▶ **Problem description**
Return the lines of the data below in which the string "bottom" occurs.
------------------------------
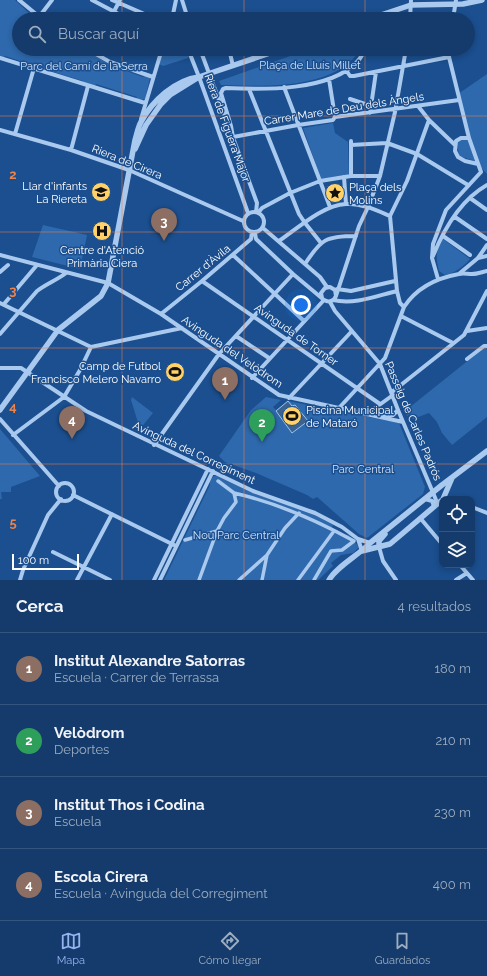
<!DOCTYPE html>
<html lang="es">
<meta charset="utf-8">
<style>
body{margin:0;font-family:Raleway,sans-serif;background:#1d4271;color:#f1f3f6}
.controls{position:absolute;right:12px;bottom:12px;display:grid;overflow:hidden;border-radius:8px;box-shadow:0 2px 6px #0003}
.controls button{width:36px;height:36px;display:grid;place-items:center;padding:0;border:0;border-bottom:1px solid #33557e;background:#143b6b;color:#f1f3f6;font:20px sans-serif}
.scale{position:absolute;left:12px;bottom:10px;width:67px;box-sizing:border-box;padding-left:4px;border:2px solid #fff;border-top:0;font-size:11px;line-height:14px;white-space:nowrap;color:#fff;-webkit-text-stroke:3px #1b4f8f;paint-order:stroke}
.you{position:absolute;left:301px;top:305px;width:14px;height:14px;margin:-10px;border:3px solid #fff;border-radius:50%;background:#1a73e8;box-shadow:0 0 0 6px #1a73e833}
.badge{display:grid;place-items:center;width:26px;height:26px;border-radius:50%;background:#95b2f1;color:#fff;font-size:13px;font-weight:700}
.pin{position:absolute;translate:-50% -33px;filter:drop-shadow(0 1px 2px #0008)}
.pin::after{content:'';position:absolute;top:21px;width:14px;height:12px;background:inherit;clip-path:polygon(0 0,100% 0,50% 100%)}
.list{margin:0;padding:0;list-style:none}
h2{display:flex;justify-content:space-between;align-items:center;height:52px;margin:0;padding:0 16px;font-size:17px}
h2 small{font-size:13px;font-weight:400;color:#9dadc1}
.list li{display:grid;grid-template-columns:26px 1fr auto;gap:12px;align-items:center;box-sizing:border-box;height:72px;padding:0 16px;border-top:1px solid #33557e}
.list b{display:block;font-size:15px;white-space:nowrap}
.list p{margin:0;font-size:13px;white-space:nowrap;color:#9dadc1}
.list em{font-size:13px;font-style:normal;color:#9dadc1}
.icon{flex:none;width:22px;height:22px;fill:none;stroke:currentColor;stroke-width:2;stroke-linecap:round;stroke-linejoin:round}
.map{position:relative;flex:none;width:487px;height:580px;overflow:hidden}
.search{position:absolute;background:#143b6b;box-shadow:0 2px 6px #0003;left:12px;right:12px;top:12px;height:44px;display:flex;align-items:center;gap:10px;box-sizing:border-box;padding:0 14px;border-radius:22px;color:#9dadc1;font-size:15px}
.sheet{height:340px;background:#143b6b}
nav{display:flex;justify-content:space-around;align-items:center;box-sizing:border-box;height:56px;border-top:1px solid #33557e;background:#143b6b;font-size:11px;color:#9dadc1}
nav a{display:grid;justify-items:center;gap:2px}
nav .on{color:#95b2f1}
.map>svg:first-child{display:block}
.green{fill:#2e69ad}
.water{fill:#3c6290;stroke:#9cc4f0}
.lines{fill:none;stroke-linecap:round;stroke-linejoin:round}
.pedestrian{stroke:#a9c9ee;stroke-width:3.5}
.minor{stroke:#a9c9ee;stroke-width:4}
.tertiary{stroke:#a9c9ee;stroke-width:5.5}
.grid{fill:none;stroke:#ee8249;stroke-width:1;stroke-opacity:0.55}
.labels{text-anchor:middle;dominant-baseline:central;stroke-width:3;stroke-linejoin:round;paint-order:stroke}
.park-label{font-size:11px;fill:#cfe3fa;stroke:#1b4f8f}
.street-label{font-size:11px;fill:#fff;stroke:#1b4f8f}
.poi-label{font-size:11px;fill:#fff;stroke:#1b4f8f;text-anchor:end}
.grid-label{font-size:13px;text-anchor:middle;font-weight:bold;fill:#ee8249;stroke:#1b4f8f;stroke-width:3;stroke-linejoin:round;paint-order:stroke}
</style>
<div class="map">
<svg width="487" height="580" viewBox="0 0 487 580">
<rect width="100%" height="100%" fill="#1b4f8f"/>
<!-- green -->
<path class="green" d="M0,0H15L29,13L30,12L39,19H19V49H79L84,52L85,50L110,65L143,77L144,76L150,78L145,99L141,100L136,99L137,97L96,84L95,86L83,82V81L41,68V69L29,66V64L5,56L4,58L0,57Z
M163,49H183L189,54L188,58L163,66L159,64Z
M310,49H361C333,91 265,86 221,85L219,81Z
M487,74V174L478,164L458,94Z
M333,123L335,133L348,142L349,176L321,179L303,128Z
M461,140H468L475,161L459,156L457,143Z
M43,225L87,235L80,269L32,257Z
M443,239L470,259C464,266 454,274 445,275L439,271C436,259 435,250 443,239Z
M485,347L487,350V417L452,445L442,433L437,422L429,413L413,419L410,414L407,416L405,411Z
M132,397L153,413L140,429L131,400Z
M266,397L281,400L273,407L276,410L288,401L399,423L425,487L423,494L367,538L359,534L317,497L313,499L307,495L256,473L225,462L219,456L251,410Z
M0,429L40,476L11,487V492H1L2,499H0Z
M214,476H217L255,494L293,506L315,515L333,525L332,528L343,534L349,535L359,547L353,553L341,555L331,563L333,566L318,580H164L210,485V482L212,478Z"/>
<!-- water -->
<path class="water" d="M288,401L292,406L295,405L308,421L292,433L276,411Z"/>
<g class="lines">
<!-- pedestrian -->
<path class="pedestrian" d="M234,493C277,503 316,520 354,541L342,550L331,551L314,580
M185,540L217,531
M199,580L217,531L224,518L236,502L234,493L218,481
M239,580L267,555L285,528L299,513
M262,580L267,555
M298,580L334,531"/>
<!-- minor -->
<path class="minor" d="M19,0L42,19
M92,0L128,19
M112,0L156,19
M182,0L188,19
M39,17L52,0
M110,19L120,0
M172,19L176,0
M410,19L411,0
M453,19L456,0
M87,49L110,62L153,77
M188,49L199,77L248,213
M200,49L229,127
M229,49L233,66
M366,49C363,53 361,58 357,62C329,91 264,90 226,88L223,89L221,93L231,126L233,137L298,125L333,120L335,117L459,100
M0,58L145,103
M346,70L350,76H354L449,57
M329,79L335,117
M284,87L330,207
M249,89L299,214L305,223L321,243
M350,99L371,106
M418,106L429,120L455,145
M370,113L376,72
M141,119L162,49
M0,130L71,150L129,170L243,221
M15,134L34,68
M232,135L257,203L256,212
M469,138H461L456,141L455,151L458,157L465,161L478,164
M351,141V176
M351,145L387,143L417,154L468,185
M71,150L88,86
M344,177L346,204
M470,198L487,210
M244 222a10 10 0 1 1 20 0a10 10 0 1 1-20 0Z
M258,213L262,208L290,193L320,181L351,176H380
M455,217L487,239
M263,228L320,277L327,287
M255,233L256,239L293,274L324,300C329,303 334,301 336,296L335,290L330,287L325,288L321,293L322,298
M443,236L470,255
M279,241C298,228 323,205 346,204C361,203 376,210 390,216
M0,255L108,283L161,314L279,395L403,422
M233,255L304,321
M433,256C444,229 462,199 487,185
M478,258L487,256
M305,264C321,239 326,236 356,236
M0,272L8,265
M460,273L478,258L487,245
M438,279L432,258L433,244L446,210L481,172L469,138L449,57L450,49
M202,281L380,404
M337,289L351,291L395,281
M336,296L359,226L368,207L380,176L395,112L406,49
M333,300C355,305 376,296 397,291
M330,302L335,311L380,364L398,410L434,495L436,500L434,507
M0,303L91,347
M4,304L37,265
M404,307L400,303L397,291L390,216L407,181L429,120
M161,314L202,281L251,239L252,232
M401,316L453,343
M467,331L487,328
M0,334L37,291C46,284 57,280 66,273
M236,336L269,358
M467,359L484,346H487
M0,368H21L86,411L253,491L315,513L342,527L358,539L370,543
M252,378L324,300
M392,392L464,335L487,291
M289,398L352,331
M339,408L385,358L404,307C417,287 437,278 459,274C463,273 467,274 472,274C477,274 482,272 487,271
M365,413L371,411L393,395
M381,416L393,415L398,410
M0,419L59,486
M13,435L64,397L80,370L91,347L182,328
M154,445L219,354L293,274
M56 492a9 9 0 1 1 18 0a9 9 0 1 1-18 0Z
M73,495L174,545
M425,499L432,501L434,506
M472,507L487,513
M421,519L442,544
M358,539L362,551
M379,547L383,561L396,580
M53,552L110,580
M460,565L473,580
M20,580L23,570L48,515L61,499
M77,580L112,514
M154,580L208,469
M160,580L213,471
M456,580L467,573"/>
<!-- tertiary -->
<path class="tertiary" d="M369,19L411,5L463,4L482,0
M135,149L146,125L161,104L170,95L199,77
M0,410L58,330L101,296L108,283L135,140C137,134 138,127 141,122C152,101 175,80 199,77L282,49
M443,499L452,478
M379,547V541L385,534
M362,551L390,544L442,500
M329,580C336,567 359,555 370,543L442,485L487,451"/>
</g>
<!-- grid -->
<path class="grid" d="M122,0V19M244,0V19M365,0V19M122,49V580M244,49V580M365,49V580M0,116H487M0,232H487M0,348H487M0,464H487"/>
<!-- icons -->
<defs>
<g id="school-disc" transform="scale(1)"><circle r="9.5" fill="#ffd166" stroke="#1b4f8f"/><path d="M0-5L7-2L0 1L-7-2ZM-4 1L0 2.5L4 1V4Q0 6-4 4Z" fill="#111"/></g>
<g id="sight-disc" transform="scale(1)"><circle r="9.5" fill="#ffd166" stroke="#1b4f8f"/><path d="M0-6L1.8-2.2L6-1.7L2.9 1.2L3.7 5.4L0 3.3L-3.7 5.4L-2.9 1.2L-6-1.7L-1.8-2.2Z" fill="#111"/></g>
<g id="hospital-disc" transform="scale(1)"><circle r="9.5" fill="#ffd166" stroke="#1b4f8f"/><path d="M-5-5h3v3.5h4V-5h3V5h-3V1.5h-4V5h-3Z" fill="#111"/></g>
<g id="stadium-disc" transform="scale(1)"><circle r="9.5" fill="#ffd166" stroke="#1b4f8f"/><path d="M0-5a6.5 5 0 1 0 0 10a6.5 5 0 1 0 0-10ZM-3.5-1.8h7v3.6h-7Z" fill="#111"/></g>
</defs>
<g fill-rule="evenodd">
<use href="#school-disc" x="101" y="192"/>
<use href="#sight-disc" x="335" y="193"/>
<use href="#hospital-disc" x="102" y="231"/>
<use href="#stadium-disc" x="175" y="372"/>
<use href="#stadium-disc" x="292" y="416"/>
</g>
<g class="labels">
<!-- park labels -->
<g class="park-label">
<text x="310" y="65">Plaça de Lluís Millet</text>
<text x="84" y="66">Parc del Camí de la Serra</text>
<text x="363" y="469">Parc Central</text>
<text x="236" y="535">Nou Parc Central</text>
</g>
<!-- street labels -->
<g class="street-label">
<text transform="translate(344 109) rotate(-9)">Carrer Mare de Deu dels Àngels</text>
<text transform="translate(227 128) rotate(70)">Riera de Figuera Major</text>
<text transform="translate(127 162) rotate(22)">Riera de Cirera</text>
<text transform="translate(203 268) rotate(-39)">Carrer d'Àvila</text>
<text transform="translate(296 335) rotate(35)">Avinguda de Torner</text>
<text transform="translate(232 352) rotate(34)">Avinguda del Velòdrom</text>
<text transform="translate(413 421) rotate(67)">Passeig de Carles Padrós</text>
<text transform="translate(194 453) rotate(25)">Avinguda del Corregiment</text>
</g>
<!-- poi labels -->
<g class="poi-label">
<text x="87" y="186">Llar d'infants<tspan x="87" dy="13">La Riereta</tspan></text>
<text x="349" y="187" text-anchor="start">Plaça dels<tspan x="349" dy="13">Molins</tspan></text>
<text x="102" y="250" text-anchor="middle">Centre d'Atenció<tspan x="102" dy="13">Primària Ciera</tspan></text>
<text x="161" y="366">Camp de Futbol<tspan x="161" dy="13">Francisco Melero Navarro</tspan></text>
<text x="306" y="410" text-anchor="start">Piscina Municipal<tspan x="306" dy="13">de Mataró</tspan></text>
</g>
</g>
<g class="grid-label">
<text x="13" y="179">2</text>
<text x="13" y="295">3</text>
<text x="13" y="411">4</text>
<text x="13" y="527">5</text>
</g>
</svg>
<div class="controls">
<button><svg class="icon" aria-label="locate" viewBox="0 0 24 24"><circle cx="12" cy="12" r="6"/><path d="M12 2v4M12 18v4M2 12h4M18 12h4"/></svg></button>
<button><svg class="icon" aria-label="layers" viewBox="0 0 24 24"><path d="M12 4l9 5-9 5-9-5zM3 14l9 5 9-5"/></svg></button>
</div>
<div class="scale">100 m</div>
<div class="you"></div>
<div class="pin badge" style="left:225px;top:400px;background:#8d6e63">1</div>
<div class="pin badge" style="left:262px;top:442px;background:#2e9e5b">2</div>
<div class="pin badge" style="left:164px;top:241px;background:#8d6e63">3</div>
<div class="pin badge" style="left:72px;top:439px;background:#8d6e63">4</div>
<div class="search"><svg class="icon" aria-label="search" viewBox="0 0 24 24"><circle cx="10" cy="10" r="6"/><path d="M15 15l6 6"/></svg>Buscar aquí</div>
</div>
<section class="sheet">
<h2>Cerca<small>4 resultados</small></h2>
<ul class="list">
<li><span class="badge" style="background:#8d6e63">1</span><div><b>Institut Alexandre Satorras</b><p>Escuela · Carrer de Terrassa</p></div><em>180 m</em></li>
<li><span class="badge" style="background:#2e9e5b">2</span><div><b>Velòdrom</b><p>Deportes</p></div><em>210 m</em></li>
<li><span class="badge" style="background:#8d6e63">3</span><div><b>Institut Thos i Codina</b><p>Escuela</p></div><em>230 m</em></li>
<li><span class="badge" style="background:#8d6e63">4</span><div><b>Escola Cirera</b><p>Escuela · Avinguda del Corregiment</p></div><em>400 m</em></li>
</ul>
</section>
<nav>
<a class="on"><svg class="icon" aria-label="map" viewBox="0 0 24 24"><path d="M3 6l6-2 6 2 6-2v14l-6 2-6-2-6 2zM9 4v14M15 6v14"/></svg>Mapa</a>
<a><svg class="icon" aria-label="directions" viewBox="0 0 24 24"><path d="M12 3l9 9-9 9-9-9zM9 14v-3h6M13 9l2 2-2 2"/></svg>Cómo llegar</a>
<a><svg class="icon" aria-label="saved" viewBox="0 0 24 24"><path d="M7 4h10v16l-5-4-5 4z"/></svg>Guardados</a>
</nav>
------------------------------
▶ **Solved exercise**
.controls{position:absolute;right:12px;bottom:12px;display:grid;overflow:hidden;border-radius:8px;box-shadow:0 2px 6px #0003}
.controls button{width:36px;height:36px;display:grid;place-items:center;padding:0;border:0;border-bottom:1px solid #33557e;background:#143b6b;color:#f1f3f6;font:20px sans-serif}
.scale{position:absolute;left:12px;bottom:10px;width:67px;box-sizing:border-box;padding-left:4px;border:2px solid #fff;border-top:0;font-size:11px;line-height:14px;white-space:nowrap;color:#fff;-webkit-text-stroke:3px #1b4f8f;paint-order:stroke}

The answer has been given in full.